The first thing I would suggest is to figure out whether you’re on par with regards to your retirement savings at this point. I would use a retirement planner and make sure that you’re at least somewhere in the ballpark of where you need to be for retirement.

If you’re doing well for retirement, I would cut back on the retirement savings and redirect the money into educational savings. If you’re not doing well, I would take the slow route, maintaining your retirement and looking for other ways (more earnings, perhaps?) to bolster your education savings. Either that, or bite the bullet and use an educational loan.

You may also want to consider a 529 savings plan for your college savings. If you use the earnings in that account for educational purposes, you don’t have to pay taxes on the accrued interest.

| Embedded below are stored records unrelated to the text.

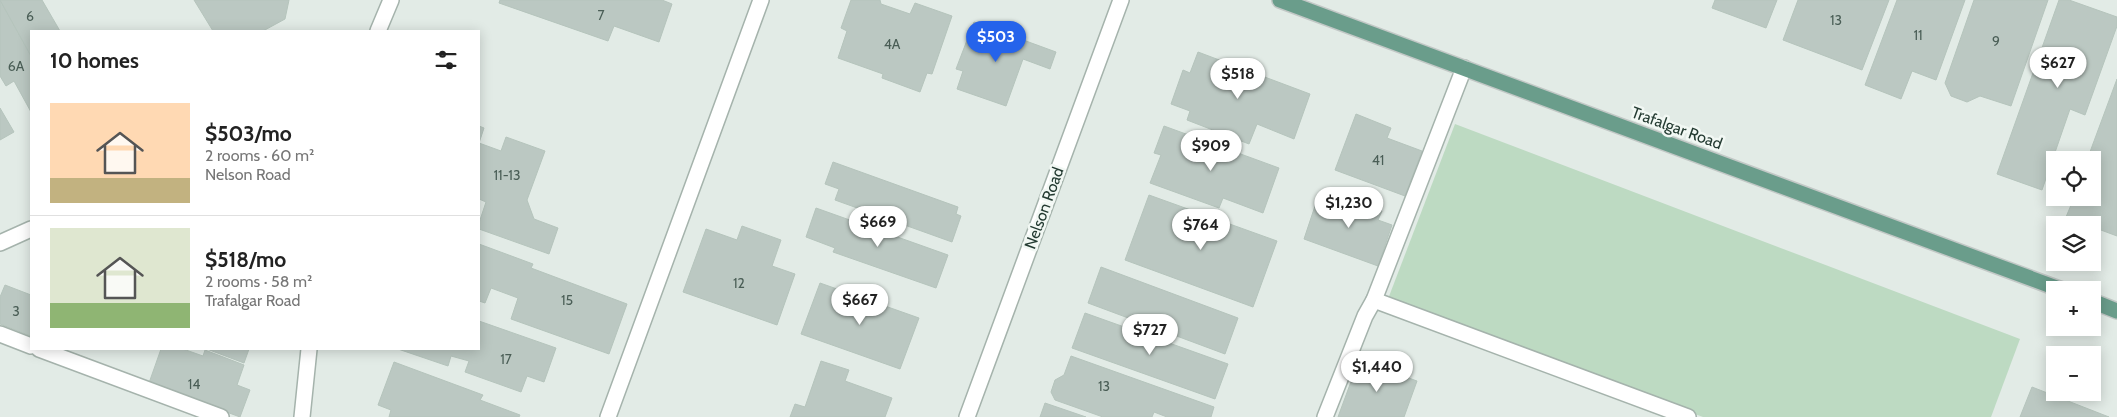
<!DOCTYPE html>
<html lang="en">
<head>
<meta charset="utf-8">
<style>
  body { margin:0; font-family:Cabin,sans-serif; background:#f2f2f2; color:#222; height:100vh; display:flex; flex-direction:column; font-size:19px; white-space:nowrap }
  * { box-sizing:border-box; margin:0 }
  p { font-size:16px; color:#767676 }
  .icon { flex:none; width:28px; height:28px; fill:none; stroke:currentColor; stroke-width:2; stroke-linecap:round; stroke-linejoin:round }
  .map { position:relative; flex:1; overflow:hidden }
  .sheet { position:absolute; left:30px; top:30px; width:450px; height:320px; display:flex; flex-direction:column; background:#fff; border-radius:0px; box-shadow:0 2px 12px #0003 }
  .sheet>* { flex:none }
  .fabs { position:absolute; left:2046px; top:151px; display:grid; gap:10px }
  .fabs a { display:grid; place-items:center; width:55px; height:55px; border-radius:0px; background:#fff; box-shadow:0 2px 12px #0003; font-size:25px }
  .price { position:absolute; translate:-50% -42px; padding:0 11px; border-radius:18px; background:#fff; color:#222; font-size:16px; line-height:32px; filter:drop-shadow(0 1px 2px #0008) }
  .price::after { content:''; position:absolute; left:50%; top:30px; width:15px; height:11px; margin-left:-8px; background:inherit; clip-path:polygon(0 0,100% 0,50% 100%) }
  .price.on { background:#2563eb; color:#fff }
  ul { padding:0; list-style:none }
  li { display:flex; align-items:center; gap:15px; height:125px; padding:0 20px }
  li+li { border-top:1px solid #e0e0e0 }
  li span { display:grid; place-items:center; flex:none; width:140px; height:100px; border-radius:0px; color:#555 }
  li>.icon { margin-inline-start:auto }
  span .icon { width:60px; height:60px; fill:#fffc; stroke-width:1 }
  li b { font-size:21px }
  h2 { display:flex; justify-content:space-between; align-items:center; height:60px; padding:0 20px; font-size:21px }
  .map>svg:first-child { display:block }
  .green { fill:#bddac2 }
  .building { fill:#bbc8c2; stroke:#b5c4bc }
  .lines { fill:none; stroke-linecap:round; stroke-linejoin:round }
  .service-casing { stroke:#a5b3ac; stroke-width:18 }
  .minor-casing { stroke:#a5b3ac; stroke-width:18 }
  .primary-casing { stroke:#c2c8c6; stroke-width:18 }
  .service { stroke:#fff; stroke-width:15 }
  .minor { stroke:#fff; stroke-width:15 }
  .primary { stroke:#6a9d8b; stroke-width:15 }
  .labels { text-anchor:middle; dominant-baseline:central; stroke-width:5; stroke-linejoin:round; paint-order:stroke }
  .number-label { font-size:14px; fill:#4a5e56 }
  .street-label { font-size:16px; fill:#243b32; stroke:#f2f8f4 }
</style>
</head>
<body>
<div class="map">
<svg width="2117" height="417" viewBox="0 0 2117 417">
  <rect width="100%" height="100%" fill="#e2ebe6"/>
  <!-- green -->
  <polygon class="green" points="1455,124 2020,339 1991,417 1703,417 1388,299"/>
  <!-- building -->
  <g class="building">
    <polygon points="0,0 31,56 31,112 14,81 6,86 0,76"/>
    <polygon points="0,0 42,0 60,31 31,31 31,56"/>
    <polygon points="194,0 289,0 285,19 263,31 213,31"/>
    <polygon points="500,0 662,0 672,4 659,42 614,26 608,41 499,3"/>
    <polygon points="851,0 880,0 881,4 910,14 915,3 952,16 932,74 927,73 920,92 882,78 883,74 838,58 847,31 841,28"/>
    <polygon points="1715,0 1777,0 1766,28 1712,8"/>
    <polygon points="1798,0 1889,0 1862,70 1783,40"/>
    <polygon points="1897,0 1965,0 1936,80 1912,71 1901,99 1865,85"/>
    <polygon points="1974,0 2048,0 2011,106 1980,96 1967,102 1951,96 1945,83"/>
    <polygon points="2059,0 2069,0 2117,17 2117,26 2085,115 2070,109 2042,190 1997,174"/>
    <polygon points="974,22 1056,52 1050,69 1023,59 1006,106 957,89 963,71 956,69"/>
    <polygon points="1198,52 1310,94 1294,139 1257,124 1249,144 1187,120 1190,111 1171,104 1183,70 1190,73"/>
    <polygon points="2117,79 2117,236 2066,217 2074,198 2092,198 2092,160 2087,160"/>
    <polygon points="0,108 14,132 0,140"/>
    <polygon points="1356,114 1391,128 1387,138 1422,151 1405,196 1335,170"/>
    <polygon points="479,126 484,128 479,143 501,151 506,137 545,151 527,200 534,219 558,228 549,254 479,229 479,223 486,202 479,199"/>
    <polygon points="1164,126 1279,168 1263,213 1223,198 1219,208 1150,183 1161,155 1154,153"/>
    <polygon points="833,162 958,207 956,214 961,216 952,242 835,200 839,189 825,184"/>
    <polygon points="1149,195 1277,241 1253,307 1125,260"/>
    <polygon points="1340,196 1382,211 1378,220 1392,225 1378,266 1304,239 1318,197 1337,204"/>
    <polygon points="816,208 948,255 936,288 833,252 835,248 806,237"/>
    <polygon points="742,226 781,240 772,266 795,274 777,325 683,292 706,229 737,240"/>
    <polygon points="479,244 533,264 531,268 627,304 609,354 511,319 518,298 491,288 485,303 479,301"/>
    <polygon points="1101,267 1238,318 1225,354 1088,303"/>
    <polygon points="820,283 919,318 900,369 801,334"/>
    <polygon points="5,285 31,295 31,336 0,324 0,297"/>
    <polygon points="1085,313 1228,364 1215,399 1072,348"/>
    <polygon points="479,321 556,348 544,382 527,376 521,392 465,372 469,361 451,356 448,366 398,349 479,349"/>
    <polygon points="161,349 183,349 203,356 205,350 244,365 237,385 250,390 240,417 149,383"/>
    <polygon points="207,349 249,349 244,363"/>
    <polygon points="1071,356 1214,407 1211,417 1167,417 1154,412 1152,417 1103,417 1055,400 1051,392 1055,380 1064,375"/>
    <polygon points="1359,360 1417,381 1404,417 1338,417"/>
    <polygon points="821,361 849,370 845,381 892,398 885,417 790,417 795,404 805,407"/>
    <polygon points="394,362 483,395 480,400 520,415 519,417 389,417 391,410 378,405"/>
    <polygon points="2032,387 2109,417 2020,417"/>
    <polygon points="1045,403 1086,417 1040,417"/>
  </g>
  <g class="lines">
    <!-- service casing -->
    <g class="service-casing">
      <g id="service">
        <polyline points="1374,300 1688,417"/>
        <polyline points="0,334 31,346"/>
        <polyline points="39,349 221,417"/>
        <polyline points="608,417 761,0"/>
        <polyline points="1325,417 1365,316 1374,300 1464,68"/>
      </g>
    </g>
    <!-- minor casing -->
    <g class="minor-casing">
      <g id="minor">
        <polyline points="378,31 391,0"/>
        <polyline points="0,243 31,229"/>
        <polyline points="302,417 309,349"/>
        <polyline points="967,417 1121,0"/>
      </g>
    </g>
    <!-- primary casing -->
    <g class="primary-casing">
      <g id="primary">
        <polyline points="1280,0 2062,290"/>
        <polyline points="2092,301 2117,311"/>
      </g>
    </g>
    <!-- service -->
    <use href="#service" class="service"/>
    <!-- minor -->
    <use href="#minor" class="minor"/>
    <!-- primary -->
    <use href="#primary" class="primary"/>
  </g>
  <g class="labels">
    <!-- number labels -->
    <g class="number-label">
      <text x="601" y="15">7</text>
      <text x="30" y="16">6</text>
      <text x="1836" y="20">13</text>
      <text x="1918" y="35">11</text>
      <text x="1996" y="41">9</text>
      <text x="892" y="44">4A</text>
      <text x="16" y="66">6A</text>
      <text x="1378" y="160">41</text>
      <text x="507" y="175">11-13</text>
      <text x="739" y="283">12</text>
      <text x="567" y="300">15</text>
      <text x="16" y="311">3</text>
      <text x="506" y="359">17</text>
      <text x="194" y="384">14</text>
      <text x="1104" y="386">13</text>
    </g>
    <!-- street labels -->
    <g class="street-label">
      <text transform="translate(1677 128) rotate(20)">Trafalgar Road</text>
      <text transform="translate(1044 208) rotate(-70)">Nelson Road</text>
    </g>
  </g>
</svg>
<div class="fabs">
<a><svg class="icon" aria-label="locate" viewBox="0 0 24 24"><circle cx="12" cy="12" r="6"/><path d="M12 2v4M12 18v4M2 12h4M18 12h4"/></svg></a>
<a><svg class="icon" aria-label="layers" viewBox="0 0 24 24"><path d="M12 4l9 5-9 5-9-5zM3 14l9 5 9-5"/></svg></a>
<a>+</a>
<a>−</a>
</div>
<b class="price on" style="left:996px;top:63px">$503</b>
<b class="price" style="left:2058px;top:89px">$627</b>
<b class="price" style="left:1238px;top:100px">$518</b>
<b class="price" style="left:1211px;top:172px">$909</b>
<b class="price" style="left:1349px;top:229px">$1,230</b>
<b class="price" style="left:878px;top:248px">$669</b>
<b class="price" style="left:1201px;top:251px">$764</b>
<b class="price" style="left:860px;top:326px">$667</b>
<b class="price" style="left:1150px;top:356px">$727</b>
<b class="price" style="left:1377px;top:393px">$1,440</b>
<section class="sheet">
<h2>10 homes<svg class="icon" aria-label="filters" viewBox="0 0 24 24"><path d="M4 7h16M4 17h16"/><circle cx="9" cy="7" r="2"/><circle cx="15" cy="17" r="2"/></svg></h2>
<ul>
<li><span style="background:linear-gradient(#ffd9b3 75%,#c2b280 0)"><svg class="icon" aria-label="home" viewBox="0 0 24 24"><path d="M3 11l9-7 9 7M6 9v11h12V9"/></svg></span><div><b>$503/mo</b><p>2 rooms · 60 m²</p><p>Nelson Road</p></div></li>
<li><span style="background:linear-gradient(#dfe7d0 75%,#8fb573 0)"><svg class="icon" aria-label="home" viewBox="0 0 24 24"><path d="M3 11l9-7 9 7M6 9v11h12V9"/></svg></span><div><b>$518/mo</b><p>2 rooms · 58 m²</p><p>Trafalgar Road</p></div></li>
</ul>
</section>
</div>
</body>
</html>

Q2: Consolidating private student loans
I currently owe approximately $120,000 in private student loans from college and graduate school. I am looking to consolidate them to get control of the monthly payments (right now, it’s around $1500 a month). I also two small government loans, but I do not want to consolidate them with these. The only information I’ve found is Chase and Wells Fargo are possibilities, but I will never go with them, they’ve been a nightmare to work within the past. I’m considering a loan from my credit union, but my credit score is not good. I do not own a house and I am single. I make a little over $50,000 a year between my main job and a part-time job. Are there any other options out there to consolidate other than Wells Fargo and Chase, and are they safe? Or does the credit union have a potential option?
- Pam

I’m afraid that if you have a poor credit score, you haven’t got a very good chance of reducing your interest rates lowered via a private student loan consolidation.